Voss ate with appetite, taking everything for granted. That is how it ought to be, Laura had to tell herself. She was annoyed to find that she was fascinated by his method of using a knife and fork, and determined to make some effort to ignore.
‘I would be curious to read little Laura’s thoughts,’ remarked Tom Radclyffe, with the pomposity of one who was about to become her cousin.
It did amuse him to be hated, at least by those who could be of no possible use.
Laura, however, would not hate just then.

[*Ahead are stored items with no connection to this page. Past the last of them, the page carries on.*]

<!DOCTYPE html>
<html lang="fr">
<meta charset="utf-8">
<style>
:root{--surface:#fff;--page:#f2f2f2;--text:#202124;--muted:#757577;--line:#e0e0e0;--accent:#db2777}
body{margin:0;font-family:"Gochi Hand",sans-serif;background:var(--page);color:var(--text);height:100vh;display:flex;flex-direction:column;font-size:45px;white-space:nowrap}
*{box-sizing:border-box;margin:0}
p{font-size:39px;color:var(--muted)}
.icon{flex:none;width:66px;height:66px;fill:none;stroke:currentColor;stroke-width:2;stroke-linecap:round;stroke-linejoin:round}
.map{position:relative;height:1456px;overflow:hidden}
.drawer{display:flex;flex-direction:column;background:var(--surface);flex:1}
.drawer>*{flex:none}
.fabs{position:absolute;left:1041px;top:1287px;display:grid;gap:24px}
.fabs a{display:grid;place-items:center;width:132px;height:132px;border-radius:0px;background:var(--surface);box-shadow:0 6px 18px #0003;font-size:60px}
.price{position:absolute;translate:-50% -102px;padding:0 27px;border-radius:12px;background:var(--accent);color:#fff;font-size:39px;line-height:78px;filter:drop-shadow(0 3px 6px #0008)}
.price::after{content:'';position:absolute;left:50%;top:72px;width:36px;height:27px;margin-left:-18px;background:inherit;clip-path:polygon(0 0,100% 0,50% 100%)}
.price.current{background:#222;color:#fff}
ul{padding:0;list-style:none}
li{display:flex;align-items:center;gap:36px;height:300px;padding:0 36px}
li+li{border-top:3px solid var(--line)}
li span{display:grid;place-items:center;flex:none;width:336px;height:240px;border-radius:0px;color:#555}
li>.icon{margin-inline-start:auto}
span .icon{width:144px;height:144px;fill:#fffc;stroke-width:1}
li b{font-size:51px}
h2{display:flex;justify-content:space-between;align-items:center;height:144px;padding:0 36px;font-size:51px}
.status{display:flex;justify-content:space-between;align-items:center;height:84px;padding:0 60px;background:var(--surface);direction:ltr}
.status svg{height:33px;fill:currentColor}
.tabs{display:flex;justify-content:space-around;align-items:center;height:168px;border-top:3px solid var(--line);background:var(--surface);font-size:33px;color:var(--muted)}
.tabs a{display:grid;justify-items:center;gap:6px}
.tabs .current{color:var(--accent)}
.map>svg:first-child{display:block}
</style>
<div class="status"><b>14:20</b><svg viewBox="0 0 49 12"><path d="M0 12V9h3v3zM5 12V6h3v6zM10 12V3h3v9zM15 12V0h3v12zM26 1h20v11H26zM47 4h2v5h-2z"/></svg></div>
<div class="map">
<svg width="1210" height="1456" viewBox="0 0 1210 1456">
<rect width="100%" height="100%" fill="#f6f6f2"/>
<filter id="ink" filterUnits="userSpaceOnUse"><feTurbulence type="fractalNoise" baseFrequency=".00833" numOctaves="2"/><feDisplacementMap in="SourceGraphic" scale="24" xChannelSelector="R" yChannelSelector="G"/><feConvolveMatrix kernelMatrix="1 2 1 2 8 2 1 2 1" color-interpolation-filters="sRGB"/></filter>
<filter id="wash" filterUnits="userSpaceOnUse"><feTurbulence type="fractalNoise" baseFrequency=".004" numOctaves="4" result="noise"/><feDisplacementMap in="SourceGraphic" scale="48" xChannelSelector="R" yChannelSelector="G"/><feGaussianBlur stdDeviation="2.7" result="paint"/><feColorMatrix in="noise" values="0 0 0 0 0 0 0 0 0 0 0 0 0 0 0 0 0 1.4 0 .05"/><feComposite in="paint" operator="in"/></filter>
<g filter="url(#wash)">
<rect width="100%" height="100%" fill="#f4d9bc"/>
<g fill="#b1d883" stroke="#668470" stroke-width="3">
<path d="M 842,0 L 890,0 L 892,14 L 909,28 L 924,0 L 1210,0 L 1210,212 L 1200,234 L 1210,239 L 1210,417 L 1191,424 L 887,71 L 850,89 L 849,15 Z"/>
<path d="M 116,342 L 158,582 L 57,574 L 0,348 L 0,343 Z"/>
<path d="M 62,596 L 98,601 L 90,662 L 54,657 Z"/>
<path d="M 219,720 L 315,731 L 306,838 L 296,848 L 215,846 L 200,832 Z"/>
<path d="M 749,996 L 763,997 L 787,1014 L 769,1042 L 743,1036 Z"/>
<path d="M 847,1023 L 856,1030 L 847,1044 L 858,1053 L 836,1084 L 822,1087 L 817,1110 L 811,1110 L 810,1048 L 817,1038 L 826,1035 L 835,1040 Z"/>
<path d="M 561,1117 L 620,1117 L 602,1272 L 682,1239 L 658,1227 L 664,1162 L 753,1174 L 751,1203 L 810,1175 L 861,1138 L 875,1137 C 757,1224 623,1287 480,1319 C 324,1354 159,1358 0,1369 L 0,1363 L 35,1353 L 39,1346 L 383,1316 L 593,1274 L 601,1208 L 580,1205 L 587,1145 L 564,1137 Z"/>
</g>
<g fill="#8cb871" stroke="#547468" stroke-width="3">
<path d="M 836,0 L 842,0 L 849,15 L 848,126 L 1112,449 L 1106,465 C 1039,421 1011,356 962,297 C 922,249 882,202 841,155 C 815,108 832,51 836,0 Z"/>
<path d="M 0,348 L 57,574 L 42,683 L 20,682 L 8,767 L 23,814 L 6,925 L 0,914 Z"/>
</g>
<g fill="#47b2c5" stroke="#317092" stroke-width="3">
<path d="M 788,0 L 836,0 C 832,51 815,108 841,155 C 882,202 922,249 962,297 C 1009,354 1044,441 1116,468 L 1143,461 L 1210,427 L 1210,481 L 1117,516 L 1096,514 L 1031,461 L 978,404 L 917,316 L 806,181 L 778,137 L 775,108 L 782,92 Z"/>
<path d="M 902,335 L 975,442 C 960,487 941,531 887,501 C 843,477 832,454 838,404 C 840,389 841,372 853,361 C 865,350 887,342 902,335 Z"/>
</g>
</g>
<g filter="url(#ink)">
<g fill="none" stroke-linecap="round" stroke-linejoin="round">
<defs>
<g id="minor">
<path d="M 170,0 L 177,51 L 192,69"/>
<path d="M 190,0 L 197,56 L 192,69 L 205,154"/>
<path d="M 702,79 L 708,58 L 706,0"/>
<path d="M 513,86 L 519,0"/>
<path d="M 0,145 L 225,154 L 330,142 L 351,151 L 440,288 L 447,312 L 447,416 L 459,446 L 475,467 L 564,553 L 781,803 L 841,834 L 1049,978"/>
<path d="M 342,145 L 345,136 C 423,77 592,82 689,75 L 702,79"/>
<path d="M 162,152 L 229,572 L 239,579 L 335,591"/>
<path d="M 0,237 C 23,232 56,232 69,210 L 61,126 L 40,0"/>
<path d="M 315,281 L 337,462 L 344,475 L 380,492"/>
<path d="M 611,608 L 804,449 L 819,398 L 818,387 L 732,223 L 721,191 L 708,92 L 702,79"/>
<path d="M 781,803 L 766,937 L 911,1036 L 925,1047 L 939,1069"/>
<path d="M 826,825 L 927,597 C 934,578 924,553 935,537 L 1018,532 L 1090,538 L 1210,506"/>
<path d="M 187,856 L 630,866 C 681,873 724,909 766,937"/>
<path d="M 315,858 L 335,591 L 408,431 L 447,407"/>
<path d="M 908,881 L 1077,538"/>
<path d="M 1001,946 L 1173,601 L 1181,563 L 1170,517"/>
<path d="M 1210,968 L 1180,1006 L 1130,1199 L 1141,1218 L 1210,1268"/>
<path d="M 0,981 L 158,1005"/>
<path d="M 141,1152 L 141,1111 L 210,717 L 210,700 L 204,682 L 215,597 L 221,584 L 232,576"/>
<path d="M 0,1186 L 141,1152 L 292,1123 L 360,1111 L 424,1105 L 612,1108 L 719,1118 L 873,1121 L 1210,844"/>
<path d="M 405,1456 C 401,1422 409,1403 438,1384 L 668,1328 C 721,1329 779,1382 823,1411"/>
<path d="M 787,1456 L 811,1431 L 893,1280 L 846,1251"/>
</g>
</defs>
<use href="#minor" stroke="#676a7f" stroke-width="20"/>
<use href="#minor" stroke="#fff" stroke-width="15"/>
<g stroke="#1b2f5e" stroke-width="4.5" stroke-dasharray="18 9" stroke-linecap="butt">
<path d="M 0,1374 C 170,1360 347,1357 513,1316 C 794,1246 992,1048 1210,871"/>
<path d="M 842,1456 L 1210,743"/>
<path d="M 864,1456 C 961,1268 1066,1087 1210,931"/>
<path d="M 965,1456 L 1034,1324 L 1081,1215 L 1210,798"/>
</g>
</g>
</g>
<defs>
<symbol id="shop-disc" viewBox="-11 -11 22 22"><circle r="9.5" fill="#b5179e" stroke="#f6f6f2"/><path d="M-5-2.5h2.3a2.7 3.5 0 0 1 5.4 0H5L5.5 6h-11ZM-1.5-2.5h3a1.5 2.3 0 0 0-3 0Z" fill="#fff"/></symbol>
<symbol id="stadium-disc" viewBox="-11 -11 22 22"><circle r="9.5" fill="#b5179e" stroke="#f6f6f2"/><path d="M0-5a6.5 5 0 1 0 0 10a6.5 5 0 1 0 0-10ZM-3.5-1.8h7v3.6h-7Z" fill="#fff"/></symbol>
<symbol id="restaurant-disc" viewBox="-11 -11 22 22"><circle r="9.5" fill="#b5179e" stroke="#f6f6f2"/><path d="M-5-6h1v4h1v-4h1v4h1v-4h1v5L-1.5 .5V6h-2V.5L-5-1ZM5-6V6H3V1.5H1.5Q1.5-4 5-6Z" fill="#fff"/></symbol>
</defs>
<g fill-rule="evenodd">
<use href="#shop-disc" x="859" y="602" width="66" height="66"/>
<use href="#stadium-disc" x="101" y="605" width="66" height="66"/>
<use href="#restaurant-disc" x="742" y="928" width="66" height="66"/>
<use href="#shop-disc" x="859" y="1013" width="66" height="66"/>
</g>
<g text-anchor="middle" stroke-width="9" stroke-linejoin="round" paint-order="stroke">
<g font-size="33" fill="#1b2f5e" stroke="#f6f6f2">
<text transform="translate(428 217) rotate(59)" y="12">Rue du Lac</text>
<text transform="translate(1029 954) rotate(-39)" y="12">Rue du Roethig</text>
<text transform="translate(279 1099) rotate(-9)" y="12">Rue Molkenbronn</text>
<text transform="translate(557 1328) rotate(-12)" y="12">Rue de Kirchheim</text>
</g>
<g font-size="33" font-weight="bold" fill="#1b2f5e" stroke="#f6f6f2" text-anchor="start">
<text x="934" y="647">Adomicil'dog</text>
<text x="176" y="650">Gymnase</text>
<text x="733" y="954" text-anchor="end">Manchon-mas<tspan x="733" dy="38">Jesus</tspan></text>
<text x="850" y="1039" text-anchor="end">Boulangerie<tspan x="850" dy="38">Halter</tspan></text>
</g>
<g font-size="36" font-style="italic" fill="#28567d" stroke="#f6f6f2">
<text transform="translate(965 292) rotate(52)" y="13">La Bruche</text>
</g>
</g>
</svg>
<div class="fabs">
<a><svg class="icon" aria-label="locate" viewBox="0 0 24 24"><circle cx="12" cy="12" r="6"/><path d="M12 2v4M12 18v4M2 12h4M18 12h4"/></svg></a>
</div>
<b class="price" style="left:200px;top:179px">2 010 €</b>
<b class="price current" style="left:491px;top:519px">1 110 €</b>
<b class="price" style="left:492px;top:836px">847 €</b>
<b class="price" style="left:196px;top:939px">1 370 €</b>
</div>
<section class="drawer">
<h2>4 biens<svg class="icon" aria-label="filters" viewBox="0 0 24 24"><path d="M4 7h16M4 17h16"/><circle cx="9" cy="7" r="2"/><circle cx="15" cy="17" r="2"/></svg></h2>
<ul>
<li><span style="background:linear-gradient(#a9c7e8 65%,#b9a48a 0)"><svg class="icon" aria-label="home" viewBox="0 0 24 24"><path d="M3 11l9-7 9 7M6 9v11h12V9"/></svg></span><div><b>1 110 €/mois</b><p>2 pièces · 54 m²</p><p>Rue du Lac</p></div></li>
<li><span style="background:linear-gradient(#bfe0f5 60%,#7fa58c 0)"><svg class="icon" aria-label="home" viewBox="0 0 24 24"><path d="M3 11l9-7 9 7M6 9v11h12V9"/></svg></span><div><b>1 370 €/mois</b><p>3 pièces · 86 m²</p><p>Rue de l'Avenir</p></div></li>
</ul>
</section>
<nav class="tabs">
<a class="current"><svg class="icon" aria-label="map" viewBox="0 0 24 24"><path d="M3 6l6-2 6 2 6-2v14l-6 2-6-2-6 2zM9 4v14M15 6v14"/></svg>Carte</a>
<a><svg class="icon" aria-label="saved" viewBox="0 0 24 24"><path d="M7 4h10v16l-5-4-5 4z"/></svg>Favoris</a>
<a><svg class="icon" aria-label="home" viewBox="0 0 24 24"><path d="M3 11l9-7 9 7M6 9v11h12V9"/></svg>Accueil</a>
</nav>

‘If I take you at your word, you may regret it,’ she replied, ‘because I have been thinking of nothing in particular. Which is another way of saying: almost e
verything. I was thinking how happy one can be sitting inside a conversation in which one is not compelled to take part. Words are only sympathetic when they are detached from their obligations. Under those conditions I am never able to resist adding yet another to my collection, just as some people are moved to make collections of curious stones. Then, there was the pretty dish of jellied quinces that I saw in the kitchen this evening as I passed through. Then, if you still wish to hear, Miss Hollier’s garnet brooch, which I understand she inherited from an aunt, and which I would like to think edible, like the quinces. And there was the poem read by Mr Voss, which I did understand in a sense, if not the sense of words. Just now, it was the drumstick on Mr Palfreyman’s plate. I was thinking of the bones of a dead man, uncovered by a fox, it was believed, that I once saw in Penrith churchyard as I walked there with Lucy Cox, and how I was not upset, as Lucy was. It is the thought of death that frightens me. Not its bones.’
Mrs Bonner, who feared that the limits of convention had been exceeded, was making little signs to her niece, using her mouth and the corner of a discreet napkin. But Laura herself had no wish to continue. It was obvious that her last remark must be the final one.